Work item >>
Once you have located the line containing "translate:0 -50%; text-align:left" in the material below, return it exactly along with each line after it through the line containing "position:absolute; left:864px; top:812px;".

##########

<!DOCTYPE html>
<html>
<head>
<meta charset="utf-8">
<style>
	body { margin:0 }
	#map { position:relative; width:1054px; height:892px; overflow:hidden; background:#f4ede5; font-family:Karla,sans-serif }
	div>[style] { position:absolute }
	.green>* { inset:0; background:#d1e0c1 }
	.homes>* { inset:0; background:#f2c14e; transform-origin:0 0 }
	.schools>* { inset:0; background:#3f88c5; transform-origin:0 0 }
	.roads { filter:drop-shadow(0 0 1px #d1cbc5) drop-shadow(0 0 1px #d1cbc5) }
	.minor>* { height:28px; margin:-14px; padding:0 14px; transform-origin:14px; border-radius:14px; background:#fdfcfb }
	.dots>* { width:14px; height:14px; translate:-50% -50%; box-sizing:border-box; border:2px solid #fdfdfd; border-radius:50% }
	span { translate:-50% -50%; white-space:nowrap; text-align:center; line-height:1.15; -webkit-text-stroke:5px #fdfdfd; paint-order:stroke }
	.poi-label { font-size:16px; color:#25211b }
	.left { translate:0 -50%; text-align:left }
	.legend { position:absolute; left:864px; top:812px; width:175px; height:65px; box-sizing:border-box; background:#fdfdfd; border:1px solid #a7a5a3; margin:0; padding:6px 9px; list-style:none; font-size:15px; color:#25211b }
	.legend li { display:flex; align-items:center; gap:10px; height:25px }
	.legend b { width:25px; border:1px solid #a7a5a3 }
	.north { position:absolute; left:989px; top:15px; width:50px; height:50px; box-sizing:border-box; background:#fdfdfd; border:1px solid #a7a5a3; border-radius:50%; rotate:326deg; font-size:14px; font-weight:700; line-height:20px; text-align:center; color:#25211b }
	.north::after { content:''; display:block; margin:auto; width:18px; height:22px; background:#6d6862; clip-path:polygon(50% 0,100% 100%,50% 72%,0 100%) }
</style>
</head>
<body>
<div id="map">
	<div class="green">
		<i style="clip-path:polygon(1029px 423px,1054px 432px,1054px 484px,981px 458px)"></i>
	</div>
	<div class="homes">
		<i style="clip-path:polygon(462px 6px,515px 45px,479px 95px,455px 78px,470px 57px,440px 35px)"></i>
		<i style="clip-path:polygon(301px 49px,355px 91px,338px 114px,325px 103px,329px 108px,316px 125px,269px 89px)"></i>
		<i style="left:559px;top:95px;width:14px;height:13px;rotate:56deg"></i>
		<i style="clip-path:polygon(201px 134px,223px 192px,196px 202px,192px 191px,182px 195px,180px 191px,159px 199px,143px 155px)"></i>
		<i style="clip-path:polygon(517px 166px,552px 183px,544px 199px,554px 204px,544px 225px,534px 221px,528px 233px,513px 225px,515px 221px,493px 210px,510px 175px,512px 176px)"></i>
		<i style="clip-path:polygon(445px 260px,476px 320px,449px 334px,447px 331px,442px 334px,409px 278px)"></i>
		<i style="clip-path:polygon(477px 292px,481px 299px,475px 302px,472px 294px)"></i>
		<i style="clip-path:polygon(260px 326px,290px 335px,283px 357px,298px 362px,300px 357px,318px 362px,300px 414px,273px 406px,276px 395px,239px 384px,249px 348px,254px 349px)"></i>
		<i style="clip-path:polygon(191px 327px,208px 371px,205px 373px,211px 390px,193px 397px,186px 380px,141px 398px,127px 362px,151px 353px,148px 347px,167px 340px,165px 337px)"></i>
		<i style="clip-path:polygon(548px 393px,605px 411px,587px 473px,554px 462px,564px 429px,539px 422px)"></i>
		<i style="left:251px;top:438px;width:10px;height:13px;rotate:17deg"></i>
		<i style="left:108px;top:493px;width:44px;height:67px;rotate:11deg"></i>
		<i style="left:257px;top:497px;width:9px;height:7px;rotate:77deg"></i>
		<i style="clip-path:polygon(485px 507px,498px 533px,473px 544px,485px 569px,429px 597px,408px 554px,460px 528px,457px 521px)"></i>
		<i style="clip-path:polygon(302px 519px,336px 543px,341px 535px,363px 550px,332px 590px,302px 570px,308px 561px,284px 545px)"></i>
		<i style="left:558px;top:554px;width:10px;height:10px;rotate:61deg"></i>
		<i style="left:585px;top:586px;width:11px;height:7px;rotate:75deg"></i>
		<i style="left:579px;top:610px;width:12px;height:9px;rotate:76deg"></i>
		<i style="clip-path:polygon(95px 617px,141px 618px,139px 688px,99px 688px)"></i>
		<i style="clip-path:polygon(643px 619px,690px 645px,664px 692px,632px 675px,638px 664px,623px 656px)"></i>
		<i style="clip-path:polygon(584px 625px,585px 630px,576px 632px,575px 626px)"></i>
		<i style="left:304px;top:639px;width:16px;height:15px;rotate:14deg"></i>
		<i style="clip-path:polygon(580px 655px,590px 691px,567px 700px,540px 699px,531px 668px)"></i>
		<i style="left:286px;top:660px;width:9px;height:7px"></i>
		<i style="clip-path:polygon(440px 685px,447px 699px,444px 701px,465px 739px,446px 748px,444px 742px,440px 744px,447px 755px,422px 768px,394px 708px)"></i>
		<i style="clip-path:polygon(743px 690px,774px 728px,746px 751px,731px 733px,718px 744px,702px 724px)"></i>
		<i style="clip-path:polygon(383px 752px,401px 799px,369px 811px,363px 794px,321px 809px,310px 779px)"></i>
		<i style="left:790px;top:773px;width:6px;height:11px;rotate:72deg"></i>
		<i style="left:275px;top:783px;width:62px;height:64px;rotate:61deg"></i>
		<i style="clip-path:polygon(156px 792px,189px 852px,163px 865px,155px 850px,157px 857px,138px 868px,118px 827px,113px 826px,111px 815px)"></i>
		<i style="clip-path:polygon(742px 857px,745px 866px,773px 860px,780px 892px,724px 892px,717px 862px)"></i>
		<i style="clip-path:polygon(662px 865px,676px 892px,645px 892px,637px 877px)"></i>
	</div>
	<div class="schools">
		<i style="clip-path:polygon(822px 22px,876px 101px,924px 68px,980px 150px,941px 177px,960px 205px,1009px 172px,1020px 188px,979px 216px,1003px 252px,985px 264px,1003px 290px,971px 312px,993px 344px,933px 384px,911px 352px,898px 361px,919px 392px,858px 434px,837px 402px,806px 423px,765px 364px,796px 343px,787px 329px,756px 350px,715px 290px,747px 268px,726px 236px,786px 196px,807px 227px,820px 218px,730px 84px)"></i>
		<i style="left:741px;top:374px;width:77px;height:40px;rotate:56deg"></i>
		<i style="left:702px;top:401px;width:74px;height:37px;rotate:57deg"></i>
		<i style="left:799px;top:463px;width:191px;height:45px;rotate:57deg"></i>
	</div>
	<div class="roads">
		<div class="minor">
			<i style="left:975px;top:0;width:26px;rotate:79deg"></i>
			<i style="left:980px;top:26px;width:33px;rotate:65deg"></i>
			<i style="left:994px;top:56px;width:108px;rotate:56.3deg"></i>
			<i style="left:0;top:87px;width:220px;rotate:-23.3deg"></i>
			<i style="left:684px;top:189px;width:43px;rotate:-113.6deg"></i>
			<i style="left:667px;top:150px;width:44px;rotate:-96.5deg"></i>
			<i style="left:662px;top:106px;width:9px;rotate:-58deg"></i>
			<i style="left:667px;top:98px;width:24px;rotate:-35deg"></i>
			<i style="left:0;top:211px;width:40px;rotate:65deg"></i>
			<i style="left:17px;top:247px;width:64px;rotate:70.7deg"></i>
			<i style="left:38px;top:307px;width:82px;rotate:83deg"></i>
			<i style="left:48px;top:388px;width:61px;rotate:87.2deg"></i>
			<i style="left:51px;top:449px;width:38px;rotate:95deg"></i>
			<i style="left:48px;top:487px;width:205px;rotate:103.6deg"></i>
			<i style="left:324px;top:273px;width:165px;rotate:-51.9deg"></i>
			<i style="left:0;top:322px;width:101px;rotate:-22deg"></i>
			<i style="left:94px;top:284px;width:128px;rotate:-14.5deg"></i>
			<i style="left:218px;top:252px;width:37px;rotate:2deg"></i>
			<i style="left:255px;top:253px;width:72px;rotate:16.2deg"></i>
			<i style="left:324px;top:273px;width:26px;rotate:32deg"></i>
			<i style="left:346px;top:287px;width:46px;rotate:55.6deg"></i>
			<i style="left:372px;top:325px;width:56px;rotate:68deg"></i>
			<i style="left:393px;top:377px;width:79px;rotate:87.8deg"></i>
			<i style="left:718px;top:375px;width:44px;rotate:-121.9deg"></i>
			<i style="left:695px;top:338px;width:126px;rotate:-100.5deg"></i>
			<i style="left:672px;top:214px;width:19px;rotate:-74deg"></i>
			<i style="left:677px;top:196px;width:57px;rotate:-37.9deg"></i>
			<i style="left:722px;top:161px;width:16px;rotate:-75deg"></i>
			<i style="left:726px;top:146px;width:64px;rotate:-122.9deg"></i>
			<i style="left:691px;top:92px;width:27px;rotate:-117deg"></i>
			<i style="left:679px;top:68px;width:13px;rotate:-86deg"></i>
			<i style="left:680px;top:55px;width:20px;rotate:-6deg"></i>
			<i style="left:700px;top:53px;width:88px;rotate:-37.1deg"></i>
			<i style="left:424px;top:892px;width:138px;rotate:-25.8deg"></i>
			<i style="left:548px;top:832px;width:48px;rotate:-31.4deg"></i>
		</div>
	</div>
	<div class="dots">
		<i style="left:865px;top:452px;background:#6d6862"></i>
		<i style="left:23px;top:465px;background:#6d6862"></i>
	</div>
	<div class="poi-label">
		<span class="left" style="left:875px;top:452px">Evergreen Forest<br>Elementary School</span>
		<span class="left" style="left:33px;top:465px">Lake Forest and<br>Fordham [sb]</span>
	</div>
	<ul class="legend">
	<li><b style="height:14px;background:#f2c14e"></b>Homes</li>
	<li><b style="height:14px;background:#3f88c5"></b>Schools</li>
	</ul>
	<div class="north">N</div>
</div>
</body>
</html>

##########

Your response >>
	.left { translate:0 -50%; text-align:left }
	.legend { position:absolute; left:864px; top:812px; width:175px; height:65px; box-sizing:border-box; background:#fdfdfd; border:1px solid #a7a5a3; margin:0; padding:6px 9px; list-style:none; font-size:15px; color:#25211b }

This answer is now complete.